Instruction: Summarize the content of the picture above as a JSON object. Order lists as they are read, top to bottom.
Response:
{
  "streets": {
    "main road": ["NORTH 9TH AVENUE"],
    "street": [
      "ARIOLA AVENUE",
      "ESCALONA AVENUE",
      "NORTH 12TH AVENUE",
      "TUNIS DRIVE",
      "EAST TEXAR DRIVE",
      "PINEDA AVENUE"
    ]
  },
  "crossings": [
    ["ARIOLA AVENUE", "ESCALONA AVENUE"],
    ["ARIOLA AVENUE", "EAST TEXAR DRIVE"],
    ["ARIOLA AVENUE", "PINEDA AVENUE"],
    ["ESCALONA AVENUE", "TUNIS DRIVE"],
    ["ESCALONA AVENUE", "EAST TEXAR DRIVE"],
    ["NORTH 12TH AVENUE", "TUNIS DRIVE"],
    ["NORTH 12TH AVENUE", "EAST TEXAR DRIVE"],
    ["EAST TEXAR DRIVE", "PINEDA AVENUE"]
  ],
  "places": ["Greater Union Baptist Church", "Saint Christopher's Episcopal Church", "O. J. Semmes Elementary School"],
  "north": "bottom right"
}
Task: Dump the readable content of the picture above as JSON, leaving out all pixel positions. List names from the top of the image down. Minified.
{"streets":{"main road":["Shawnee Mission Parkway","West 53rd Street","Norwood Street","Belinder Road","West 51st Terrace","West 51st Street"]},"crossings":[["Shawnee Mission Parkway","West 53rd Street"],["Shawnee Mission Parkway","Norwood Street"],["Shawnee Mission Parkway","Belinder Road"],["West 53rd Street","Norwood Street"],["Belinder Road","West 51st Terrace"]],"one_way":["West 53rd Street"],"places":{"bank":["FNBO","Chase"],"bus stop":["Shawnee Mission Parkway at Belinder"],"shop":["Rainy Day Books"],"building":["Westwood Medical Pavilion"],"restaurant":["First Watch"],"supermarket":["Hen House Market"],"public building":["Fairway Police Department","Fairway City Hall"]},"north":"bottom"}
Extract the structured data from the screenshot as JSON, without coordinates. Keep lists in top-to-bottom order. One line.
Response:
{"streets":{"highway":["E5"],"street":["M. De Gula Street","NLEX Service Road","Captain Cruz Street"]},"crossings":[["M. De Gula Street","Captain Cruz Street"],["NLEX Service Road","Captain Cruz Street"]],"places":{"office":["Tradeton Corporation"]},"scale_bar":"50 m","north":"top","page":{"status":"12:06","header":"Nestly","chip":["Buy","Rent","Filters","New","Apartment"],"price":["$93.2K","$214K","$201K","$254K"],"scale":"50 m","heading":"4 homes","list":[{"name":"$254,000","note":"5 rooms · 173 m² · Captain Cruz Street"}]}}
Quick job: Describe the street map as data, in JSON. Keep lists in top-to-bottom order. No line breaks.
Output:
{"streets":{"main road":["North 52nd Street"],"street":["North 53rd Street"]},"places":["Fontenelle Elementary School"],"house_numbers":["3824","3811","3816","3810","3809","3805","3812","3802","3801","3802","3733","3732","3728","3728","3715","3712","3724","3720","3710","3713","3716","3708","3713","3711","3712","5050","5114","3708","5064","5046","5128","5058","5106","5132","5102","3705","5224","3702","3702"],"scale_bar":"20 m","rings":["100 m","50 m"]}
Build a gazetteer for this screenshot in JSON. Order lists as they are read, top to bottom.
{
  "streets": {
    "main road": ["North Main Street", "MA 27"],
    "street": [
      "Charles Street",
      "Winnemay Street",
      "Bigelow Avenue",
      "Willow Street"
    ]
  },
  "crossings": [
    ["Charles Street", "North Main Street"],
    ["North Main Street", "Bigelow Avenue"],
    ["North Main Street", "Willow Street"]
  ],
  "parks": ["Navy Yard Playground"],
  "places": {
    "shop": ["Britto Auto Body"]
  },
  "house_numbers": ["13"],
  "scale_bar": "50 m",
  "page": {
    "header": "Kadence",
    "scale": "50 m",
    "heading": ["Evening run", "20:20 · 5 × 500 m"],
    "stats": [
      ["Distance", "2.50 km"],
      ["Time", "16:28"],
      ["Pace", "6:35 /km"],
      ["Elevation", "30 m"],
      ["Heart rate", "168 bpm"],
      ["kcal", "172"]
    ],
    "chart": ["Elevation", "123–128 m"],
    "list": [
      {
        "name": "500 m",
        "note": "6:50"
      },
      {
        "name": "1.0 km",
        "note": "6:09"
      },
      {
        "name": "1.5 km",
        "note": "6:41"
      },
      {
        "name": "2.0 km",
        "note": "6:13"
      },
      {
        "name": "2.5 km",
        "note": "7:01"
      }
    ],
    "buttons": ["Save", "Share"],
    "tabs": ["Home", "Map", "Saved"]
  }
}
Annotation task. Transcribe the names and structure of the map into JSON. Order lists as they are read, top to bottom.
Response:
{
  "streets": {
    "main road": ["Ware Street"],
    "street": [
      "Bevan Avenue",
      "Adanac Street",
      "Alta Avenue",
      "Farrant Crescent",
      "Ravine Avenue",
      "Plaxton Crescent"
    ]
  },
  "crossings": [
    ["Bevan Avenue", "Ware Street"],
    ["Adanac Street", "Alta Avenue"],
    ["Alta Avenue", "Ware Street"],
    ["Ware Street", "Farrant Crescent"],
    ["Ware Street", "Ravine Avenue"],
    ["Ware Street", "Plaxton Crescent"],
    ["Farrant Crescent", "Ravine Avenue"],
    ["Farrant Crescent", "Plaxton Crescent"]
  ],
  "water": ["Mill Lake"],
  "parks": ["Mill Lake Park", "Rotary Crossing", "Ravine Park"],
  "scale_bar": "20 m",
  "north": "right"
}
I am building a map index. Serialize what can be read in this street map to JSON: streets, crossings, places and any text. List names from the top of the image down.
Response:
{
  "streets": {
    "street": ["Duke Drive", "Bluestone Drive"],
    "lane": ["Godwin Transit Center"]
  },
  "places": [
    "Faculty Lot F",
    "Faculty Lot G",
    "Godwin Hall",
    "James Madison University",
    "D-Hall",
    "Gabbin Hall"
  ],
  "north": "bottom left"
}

## Your task:
Whenever the string "data" occurs in a line of the entries above, copy that line.

## Final answer:
Extract the structured data from the screenshot as JSON, without coordinates. Keep lists in top-to-bottom order. One line.
Quick job: Describe the street map as data, in JSON. Keep lists in top-to-bottom order. No line breaks.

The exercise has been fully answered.